[THE PROBLEM] From the listing below, tally the lines that include "العيزرية". Return only the total.

[EXTRACTED MATERIAL]
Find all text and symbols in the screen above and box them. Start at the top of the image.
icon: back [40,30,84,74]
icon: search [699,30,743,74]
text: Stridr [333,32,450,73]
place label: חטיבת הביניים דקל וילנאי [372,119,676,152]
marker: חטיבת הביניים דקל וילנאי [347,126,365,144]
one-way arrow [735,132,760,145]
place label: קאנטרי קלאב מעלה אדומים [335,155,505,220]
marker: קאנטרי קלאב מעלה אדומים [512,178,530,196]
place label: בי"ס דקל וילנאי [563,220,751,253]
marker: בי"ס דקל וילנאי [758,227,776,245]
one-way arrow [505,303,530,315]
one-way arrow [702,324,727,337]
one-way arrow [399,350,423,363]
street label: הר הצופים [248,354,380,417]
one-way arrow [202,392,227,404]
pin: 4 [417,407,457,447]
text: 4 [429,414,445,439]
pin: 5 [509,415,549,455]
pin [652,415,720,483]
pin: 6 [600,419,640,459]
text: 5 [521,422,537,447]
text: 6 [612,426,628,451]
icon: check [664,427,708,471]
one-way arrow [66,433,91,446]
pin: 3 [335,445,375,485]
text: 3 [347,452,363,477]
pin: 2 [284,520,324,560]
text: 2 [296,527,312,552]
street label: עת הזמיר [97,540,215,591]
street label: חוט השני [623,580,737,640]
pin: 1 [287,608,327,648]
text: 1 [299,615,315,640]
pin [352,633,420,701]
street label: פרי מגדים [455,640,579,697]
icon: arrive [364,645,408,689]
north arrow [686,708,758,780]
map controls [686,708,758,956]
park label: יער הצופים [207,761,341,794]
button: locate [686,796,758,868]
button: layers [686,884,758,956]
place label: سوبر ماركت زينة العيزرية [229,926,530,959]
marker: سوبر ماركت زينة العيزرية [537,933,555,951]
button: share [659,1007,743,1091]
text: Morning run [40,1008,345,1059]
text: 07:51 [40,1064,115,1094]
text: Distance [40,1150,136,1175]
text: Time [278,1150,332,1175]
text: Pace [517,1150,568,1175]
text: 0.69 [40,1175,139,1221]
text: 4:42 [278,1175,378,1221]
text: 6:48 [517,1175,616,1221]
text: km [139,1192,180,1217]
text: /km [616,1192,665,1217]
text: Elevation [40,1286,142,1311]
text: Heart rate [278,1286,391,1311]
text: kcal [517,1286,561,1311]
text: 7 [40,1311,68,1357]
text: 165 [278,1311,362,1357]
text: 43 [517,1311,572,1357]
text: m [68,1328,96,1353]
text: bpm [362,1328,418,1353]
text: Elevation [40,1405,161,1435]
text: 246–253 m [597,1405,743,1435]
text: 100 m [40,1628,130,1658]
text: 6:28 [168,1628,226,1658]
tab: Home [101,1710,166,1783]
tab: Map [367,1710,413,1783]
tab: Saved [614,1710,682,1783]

[RESPONSE] 2